[Date Prev][Date Next][Thread Prev][Thread Next][Date Index][Thread Index]

[LONG] ModuLite: Scheme Module System proposal



You can also view this proposal at:
	http://www-swiss.ai.mit.edu/~jaffer/modulite_toc.html

			      -=-=-=-=-

		   ModuLite Scheme Module Proposal

* Table of Contents:

* Acknowledgments::
* Background::
* The Problem::
* Nomenclature::
* Creating Modules::
* Using Modules::
* Gilding::
* Anticipated Questions::

Acknowledgments
***************

  Many people contributed to the May 1994 discussion of modules and
integration through the Usenet group comp.lang.scheme and subsequent
e-mail (which form the basis for this idea).  Tommy Thorn sparked my
interest suggesting ways to reconcile "closing the world" with an
interpreted dynamic top-level environment.

  Matthias Blume pointed out the desirability of unnamed modules, showed
that the interpreted vs. compiled issue was also true of changes in the
order of files loaded, and elucidated the thorny area of macro exports.
He also wrote convincingly of the usefulness of loading more than one
version of a module.  The modules outlined here allow this.

  Paul Stodghill pointed out that first class environments can
ameliorate some of the problems I had with no-reserved-identifiers.
Mikael Pettersson suggested the analogy between identifier scope being
static and the `load' environment.  Michael Blair improved my
understanding of what a compiler can and can't know about identifier and
macro scopes (and integration) without declarations.

  Tom Lord, Marc Singer, and Miles Bader designed and implemented a
local environment module system for GUILE.  Marc Singer, in an
insightful aside, pointed out that modules are just scoping constructs,
after all.

  Per Bothner pointed out connections with other implementation's module
systems and helped refine the current proposal.
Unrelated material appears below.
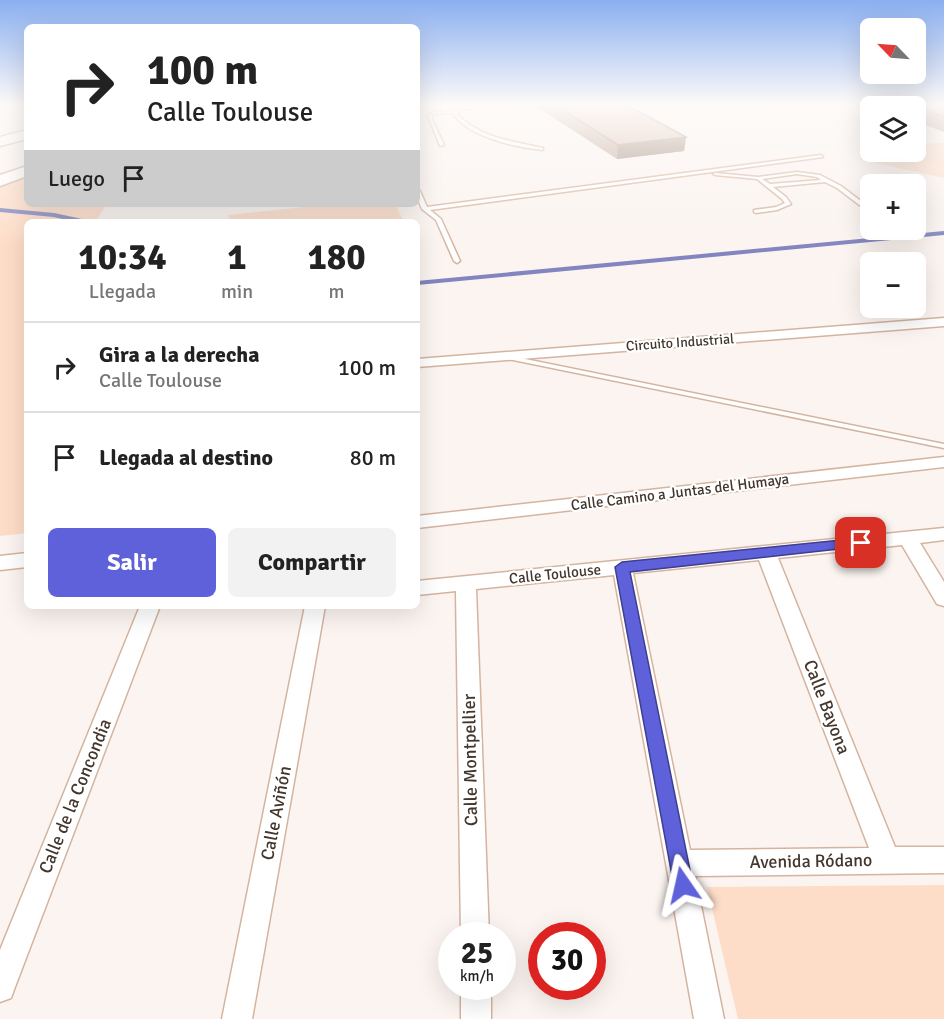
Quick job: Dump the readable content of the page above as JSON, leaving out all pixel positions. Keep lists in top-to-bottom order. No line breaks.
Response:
{"streets":{"street":["Circuito Industrial","Calle Camino a Juntas del Humaya","Calle Toulouse","Calle Bayona","Calle Montpellier","Calle de la Concondia","Calle Aviñón","Avenida Ródano"]},"crossings":[["Calle Toulouse","Calle Bayona"],["Calle Toulouse","Calle Montpellier"],["Calle Bayona","Avenida Ródano"]],"north":"top left","page":{"map_buttons":["+","−"],"turn":["100 m","Calle Toulouse"],"then":"Luego","eta":["10:34","Llegada","1","min","180","m"],"list":[{"name":"Gira a la derecha","note":"Calle Toulouse","value":"100 m"},{"name":"Llegada al destino","value":"80 m"}],"buttons":["Salir","Compartir"],"speed":"25 km/h","limit":"30"}}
  The module system for GUILE is more powerful than the one presented
here.  It is capable of dynamically creating and extending binding
contours.  While reading through some old messages on this subject, I
realized that loading modules into a clean IEEE/R4RS-Scheme environment
simultaneously solved the "closing the world", no-reserved-identifiers,
and interpreted vs. compiled fealty requirements.

Background
**********

  SLIB is a portable scheme library meant to provide compatibiliy and
utility functions for all R4RS scheme implementations.  Since 1991,
more than sixty contributors have grown SLIB's source and documentation
to over one megabyte.  Experience with a large corpus of shared code
should make clear the goals and constraints a module system should
have.  From my experience with SLIB I conclude that a code "library"
should:

  1. Contain portable code for useful procedures;

  2. Organize into logical groups ("modules") those procedures likely to
     be used together;

  3. Allow coders to specify modules using mnemonic names which are
     independent of, and unaffected by, the conventions and constraints
     of file and operating systems;

  4. Document each module and its procedures;

  5. Allow modules to be used in any combination which makes sense;

  6. Have small runtime resource overhead;

  7. Consume runtime resources only for those modules in use;

  8. Not replicate sharable modules in multi-user implementations;

  Goal 3 is to create an abstraction barrier between module (feature)
names and library internal details.  This seems a natural goal; Yet, the
C-library does not satisfy goal 3.  Almost all of the discussion of
module systems for Scheme has also not addressed this issue.  Since
there has been little controversy over SLIB's feature-to-file
translation (and no interest in standardizing SLIB), I will take as
given that:

   * There is some (invisible to me) natural distinction between module
     systems and libraries;

   * RRRS-authors feel that modules are in the purview of the report,
     but libraries like SLIB aren't.

  Most of the module discussions deal with properties which are nice,
but not strictly necessary for library operation:

  9. In order to fully utilize a library, compilers for the language
     should resolve module references at compile time.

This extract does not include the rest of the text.